Historic structure threatened
Published 12:00 am Monday, December 21, 2015
The historic home at 201 Boothe Street is under threat from the same old nemesis that has claimed most of this town’s other historic structures — parking.
Built in 1888 and known as the Lee House, it is the only home still standing in Batesville that was built by the renowned 19th Century builder/architect Andrew “Swede” Johnson. Along with the St. Stephen’s Episcopal Church on Panola Avenue, also built by Johnson, and the J. W. Bates home on Country Club Road, completed in 1856 by the man for whom the city is named, the three are the city’s most architecturally significant, historic structures not yet demolished.
Batesville has never seen an historic structure or natural setting that could not be improved by paving over for parking. That should be our motto or slogan or somesuch.
This time it’s the South Panola School District that covets the space for parking where the property joins the Batesville Elementary School on Boothe Street.
The Lee House was placed on the National Register of Historic Places in 1984, but that’s mostly an honorary designation, a spokesman for the Mississippi Department of Archives and History said. The designation does prevent the school district from buying the property outright and tearing the house down, but the owner could tear it down and then possibly sell the lot to the district. Even that would get complicated by state law that would restrict the district from paying more than the appraised value of the lot.

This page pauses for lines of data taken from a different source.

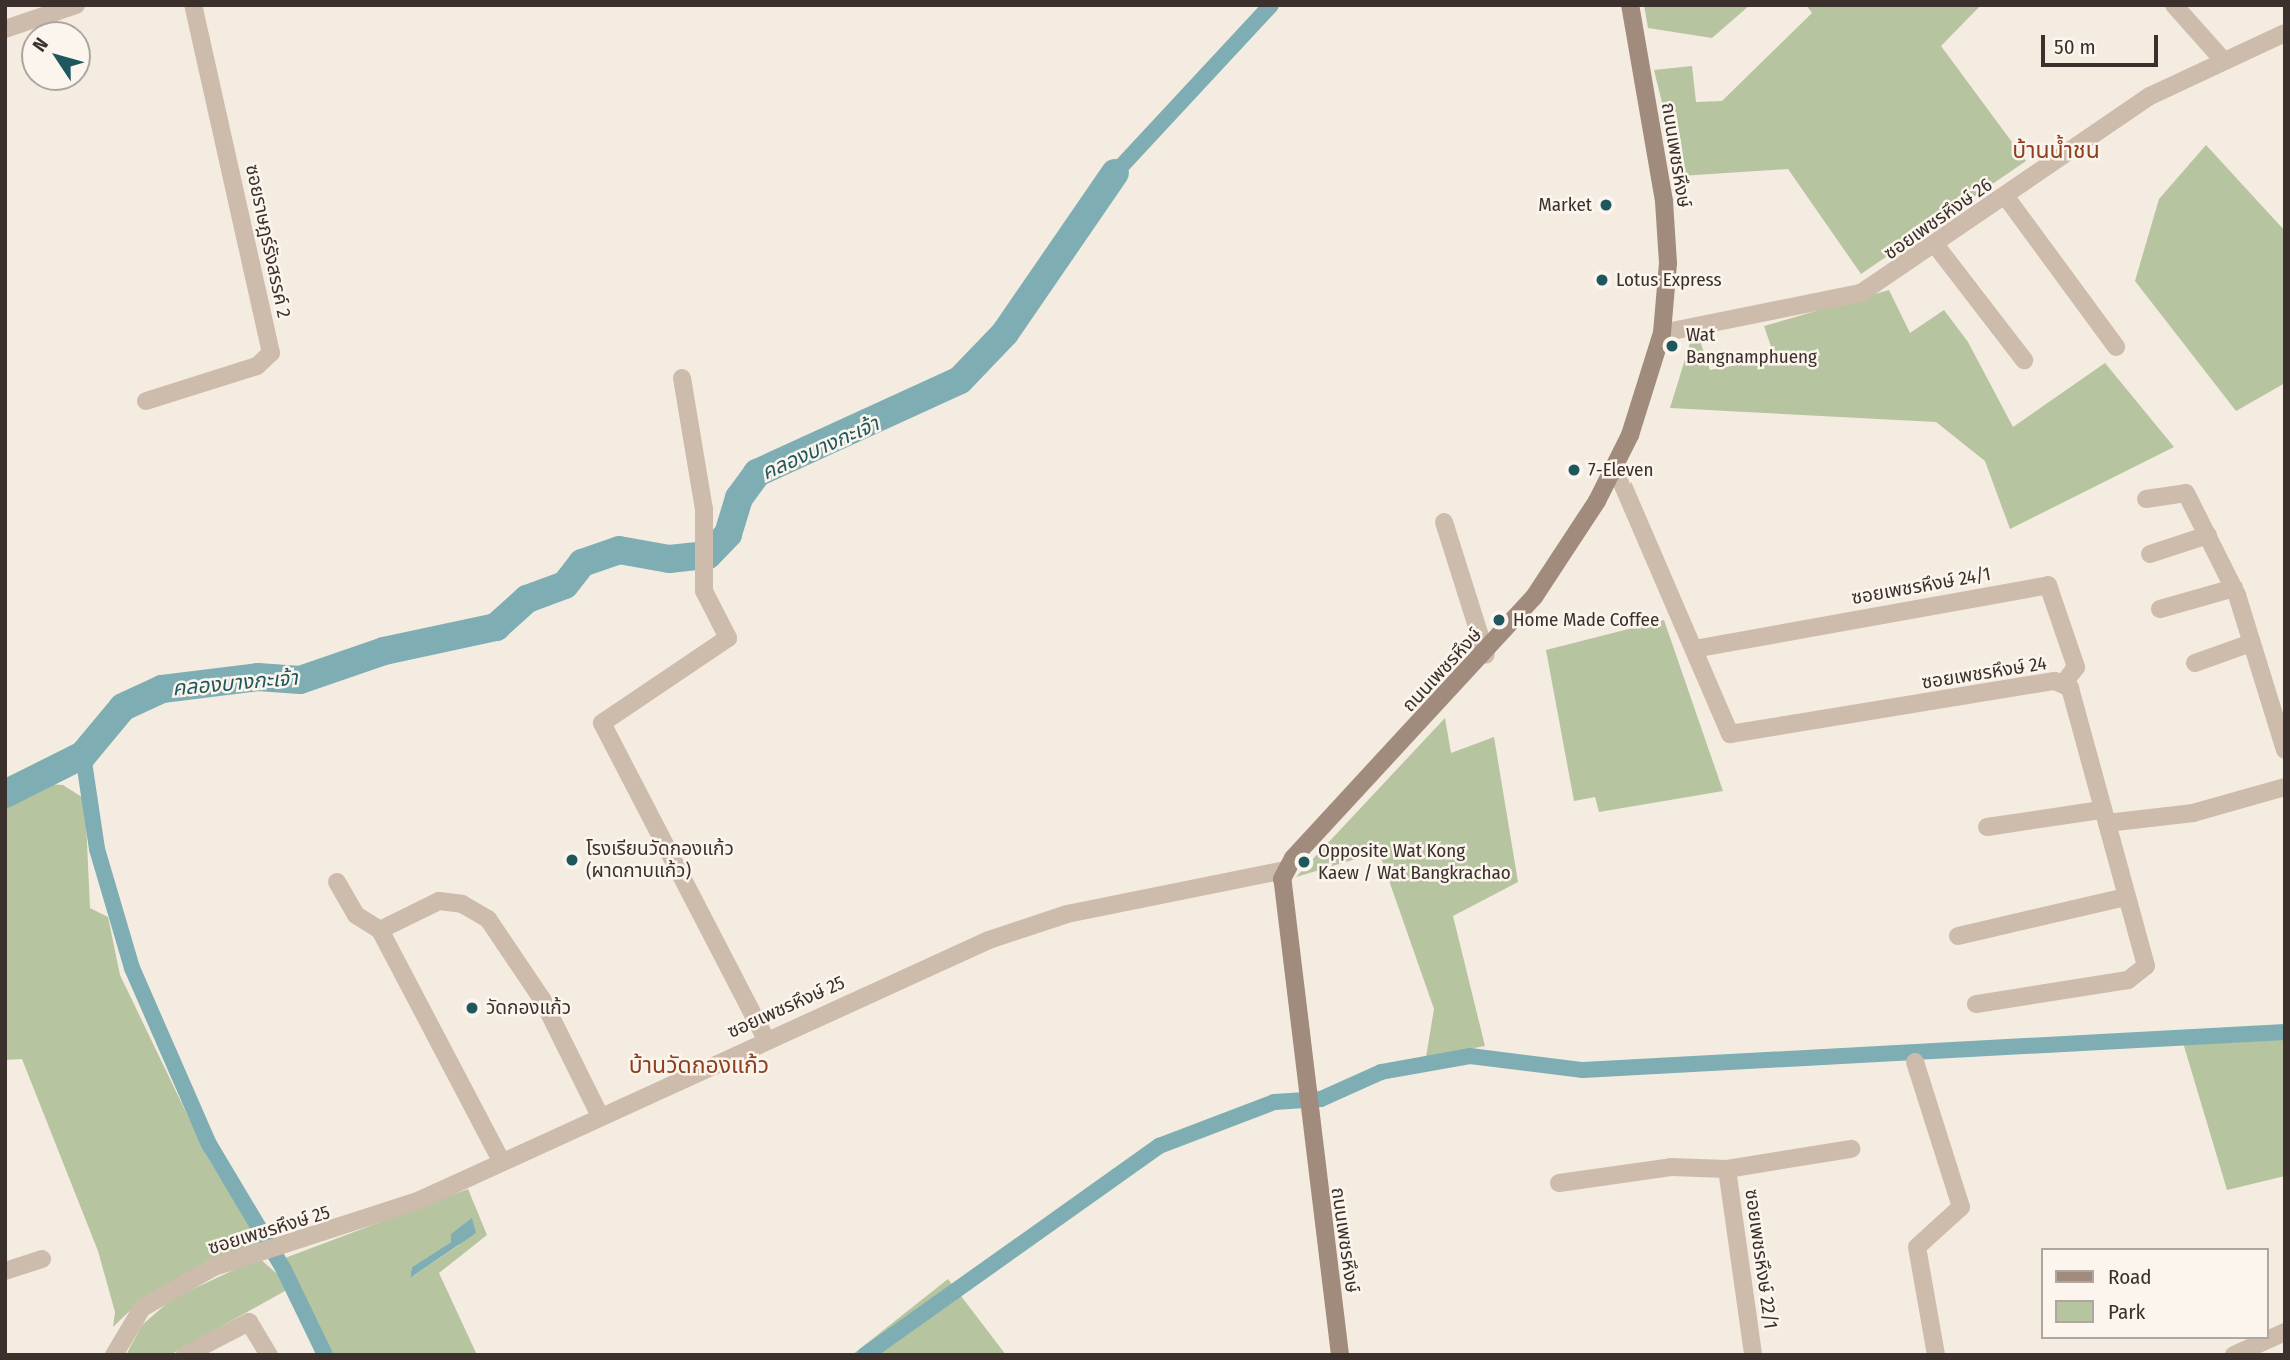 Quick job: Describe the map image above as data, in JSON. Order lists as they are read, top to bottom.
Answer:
{
  "streets": {
    "main road": ["ถนนเพชรหึงษ์"],
    "street": [
      "ซอยเพชรหึงษ์ 26",
      "ซอยราษฎร์รังสรรค์ 2",
      "ซอยเพชรหึงษ์ 24/1",
      "ซอยเพชรหึงษ์ 24",
      "ซอยเพชรหึงษ์ 25",
      "ซอยเพชรหึงษ์ 22/1"
    ]
  },
  "crossings": [
    ["ถนนเพชรหึงษ์", "ซอยเพชรหึงษ์ 26"],
    ["ถนนเพชรหึงษ์", "ซอยเพชรหึงษ์ 24"],
    ["ถนนเพชรหึงษ์", "ซอยเพชรหึงษ์ 25"],
    ["ซอยเพชรหึงษ์ 24/1", "ซอยเพชรหึงษ์ 24"]
  ],
  "districts": ["บ้านน้ำชน", "บ้านวัดกองแก้ว"],
  "water": ["คลองบางกะเจ้า"],
  "places": [
    "Market",
    "Lotus Express",
    "Wat Bangnamphueng",
    "7-Eleven",
    "Home Made Coffee",
    "โรงเรียนวัดกองแก้ว (ผาดกาบแก้ว)",
    "Opposite Wat Kong Kaew / Wat Bangkrachao",
    "วัดกองแก้ว"
  ],
  "legend": ["Road", "Park"],
  "scale_bar": "50 m",
  "north": "top left"
}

House owner Byron Houston does not want to see the house torn down, but after having it on the market for almost two years his options are narrowing.
“I want to try to preserve it, but if it doesn’t work out, I don’t have a choice,” Houston said.
Houston is seriously considering having the house moved, which may be a second best solution.
The best outcome would be for the home to be sold to someone who is happy to allow it to remain in its original setting.
Batesville itself offers no legal protection for historic structures. Efforts to enact a Historic Preservation Ordinance bogged down when the mayor and aldermen could find no one willing to serve on an Historic Preservation Commission to help monitor changes to buildings in a Historic District whose boundaries have already been established. Those boundaries include the Lee House.
To date, the efforts to expand the school’s parking area have only been discussed during executive sessions at South Panola school board meetings. These words are written to expand that discussion.